I find that when importing data into the graph from a DB or any format in which I have a relationships as column keys, I have the need to create Edges using these keys which are already properties in the vertex.

How can I go through all Vertices creating Edges by using these FKs that I already ingested into the graph?

And I need this to be doable programmatically, because I have a lot of data where this step is required. Currently I'm using Gremlin.Net because the majority of the code I use is already C#

Example: Imagine I have ingested some customers

g.addV('customer').property('id', c_id).property('product', product_id)

And some products

g.addV('product').property('id', product_id)

I want to create edges like: costumer[bought-> project] How can I use the ids to create edges? I can't seem to be able to reference a property in the context of its vertex.

I want to do something like:

g.V.hasLabel('customer').as('c').addE('bought').to(g.V(c.product))

Obviously I cannot do c.product, and if there is any solution using loops, sadly it's out of the question since Cosmos Graph does not support it.

So far I've been resorting to looping in C# but even my sample data is not scalable.

1

1 Answers

1
votes

There might be a nicer way to do this, but I'll offer this:

gremlin> g = TinkerGraph.open().traversal()
==>graphtraversalsource[tinkergraph[vertices:0 edges:0], standard]
gremlin> g.addV('customer').property('id', 321).property('productBought', 123)
==>v[0]
gremlin> g.addV('product').property('id', 123)
==>v[3]
gremlin> g.addV('customer').property('id', 987).property('productBought', 789)
==>v[5]
gremlin> g.addV('product').property('id', 789)
==>v[8]
gremlin> g.V().hasLabel('customer').as('c').
......1>   V().hasLabel('product').as('p').
......2>   where('p', eq('c')).
......3>     by('id').
......4>     by('productBought').
......5>   select('p').
......6>   addE('buys').from('c').to('p')
==>e[10][0-buys->3]
==>e[11][5-buys->8]

That concept above is somewhat based on "traversal induced values" which is described here in more detail.

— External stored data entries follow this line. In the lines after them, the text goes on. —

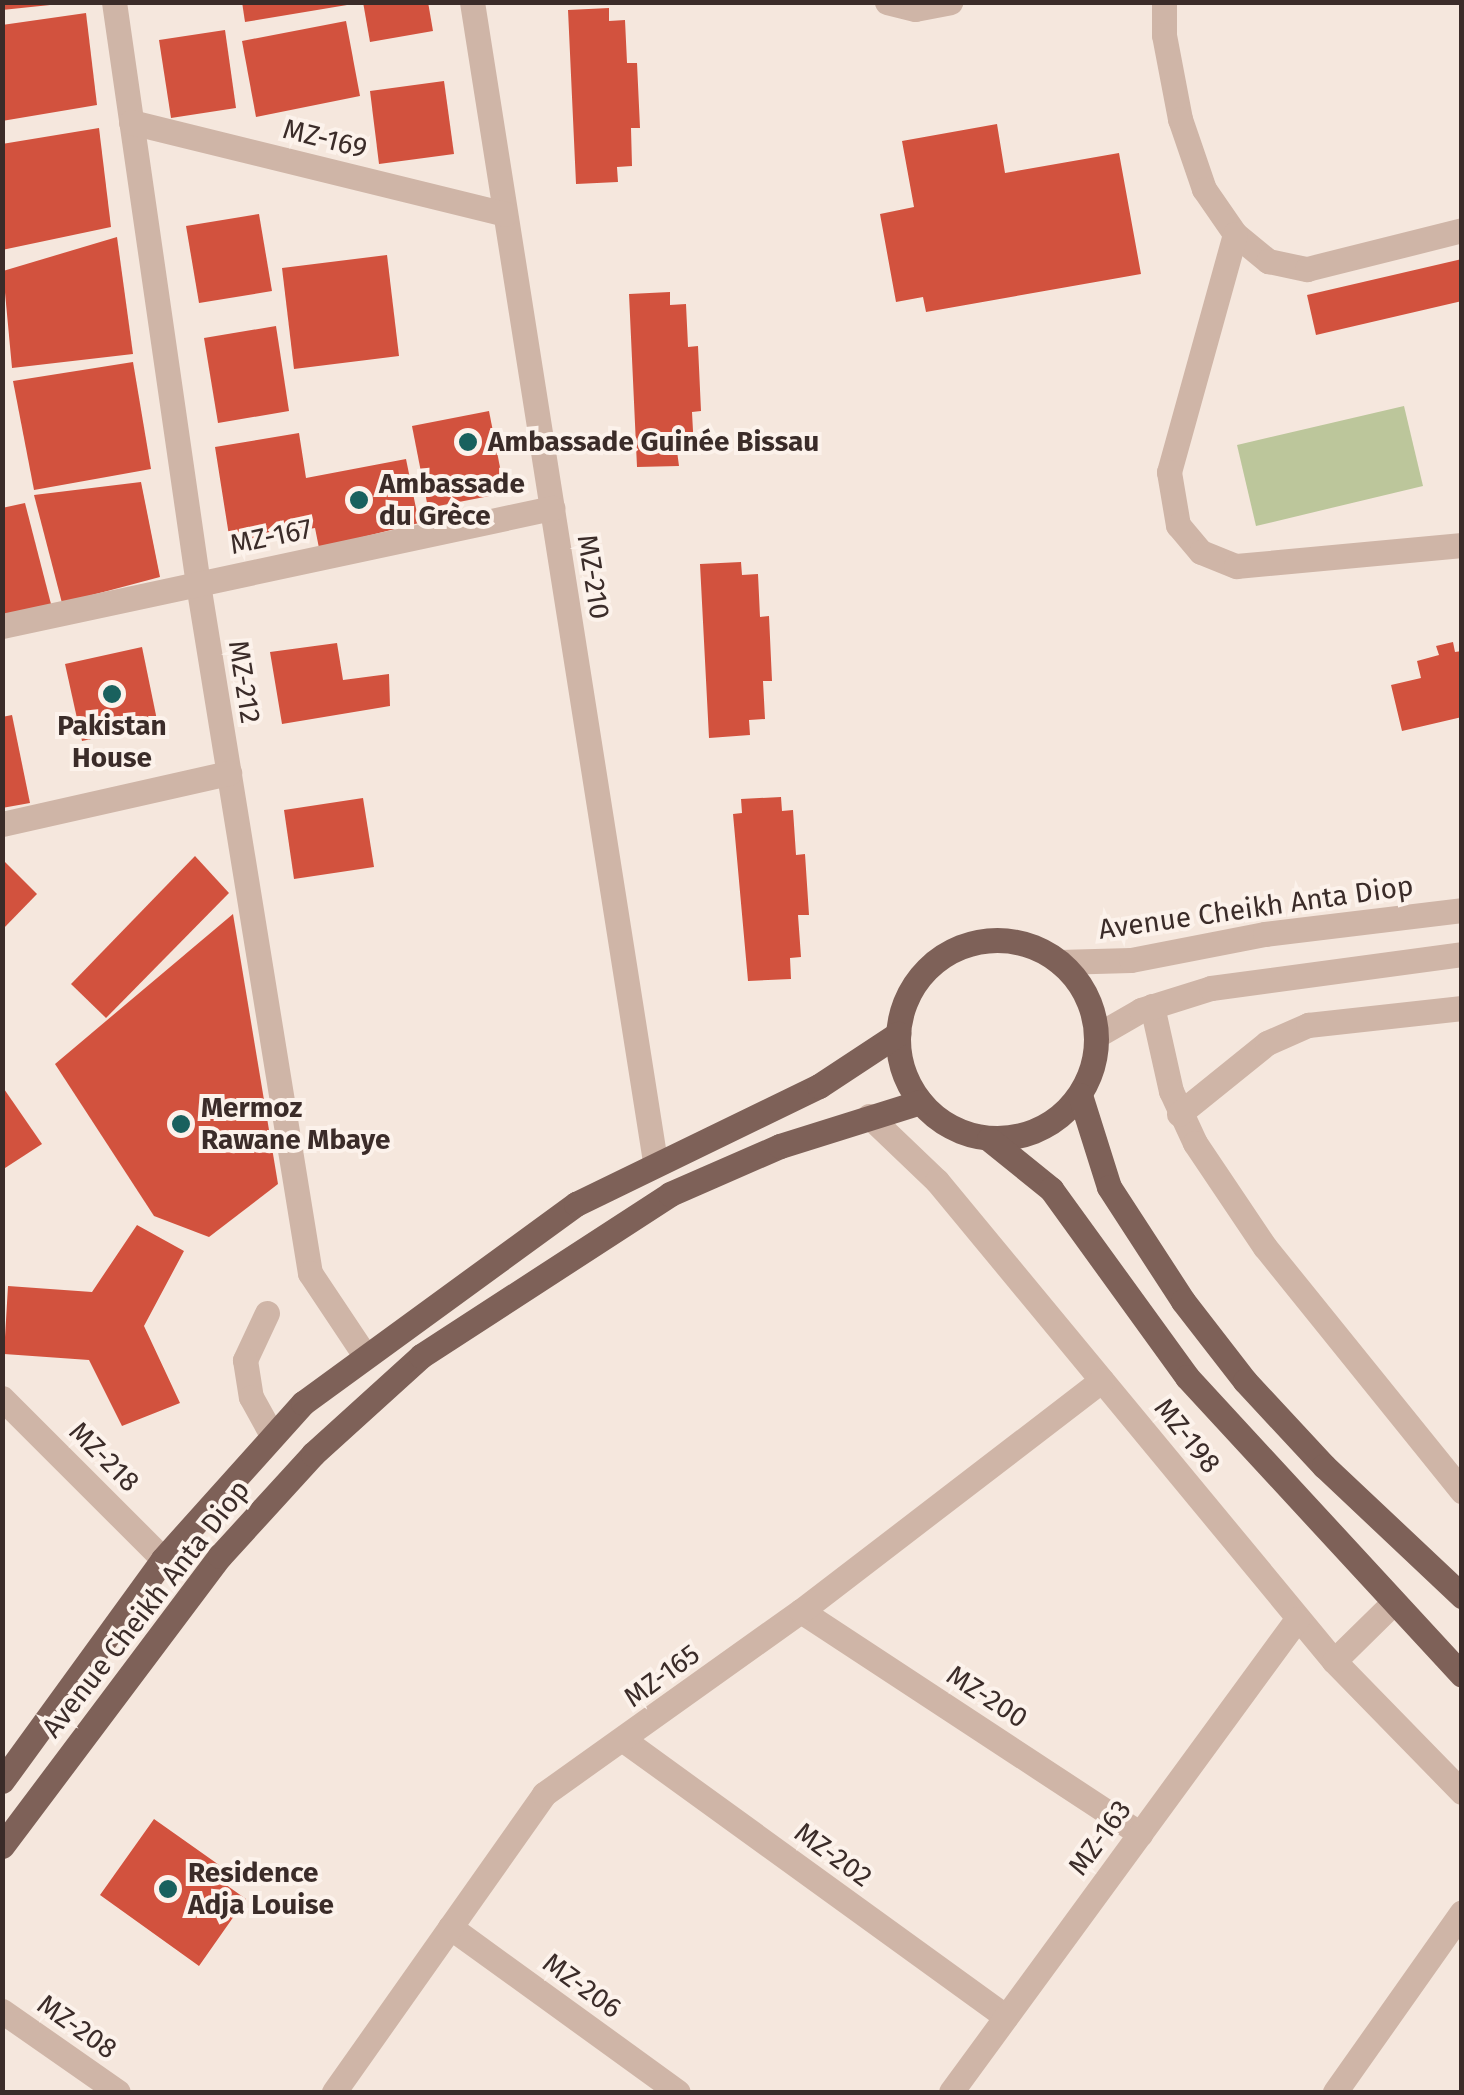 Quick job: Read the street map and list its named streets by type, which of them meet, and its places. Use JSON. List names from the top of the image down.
{
  "streets": {
    "main road": ["Avenue Cheikh Anta Diop"],
    "street": [
      "MZ-169",
      "MZ-167",
      "MZ-210",
      "MZ-212",
      "MZ-198",
      "MZ-218",
      "MZ-165",
      "MZ-200",
      "MZ-163",
      "MZ-202",
      "MZ-206",
      "MZ-208"
    ]
  },
  "crossings": [
    ["MZ-169", "MZ-210"],
    ["MZ-169", "MZ-212"],
    ["MZ-167", "MZ-210"],
    ["MZ-167", "MZ-212"],
    ["MZ-210", "Avenue Cheikh Anta Diop"],
    ["MZ-212", "Avenue Cheikh Anta Diop"],
    ["Avenue Cheikh Anta Diop", "MZ-198"],
    ["Avenue Cheikh Anta Diop", "MZ-218"],
    ["MZ-198", "MZ-165"],
    ["MZ-198", "MZ-163"],
    ["MZ-165", "MZ-200"],
    ["MZ-165", "MZ-202"],
    ["MZ-165", "MZ-206"],
    ["MZ-200", "MZ-163"],
    ["MZ-163", "MZ-202"]
  ],
  "places": [
    "Ambassade Guinée Bissau",
    "Ambassade du Grèce",
    "Pakistan House",
    "Mermoz Rawane Mbaye",
    "Residence Adja Louise"
  ]
}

I've seen a lot of questions lately that are asking this sort of question - where people want to do joins without edges (i.e. joins on vertex property values). That's not a place where graph queries shine and for most implementations of Gremlin, likely CosmosDB as well, this will be an expensive operation depending on how much data you have.

Edges are best generated when knowledge of the relationship is known. So, if you knew at one point that "productBought" existed then it should not have been loaded as a "productBought" property key but as an edge to a "product" vertex. Making these kinds of choices up front in you schema design will save a lot of difficulty later.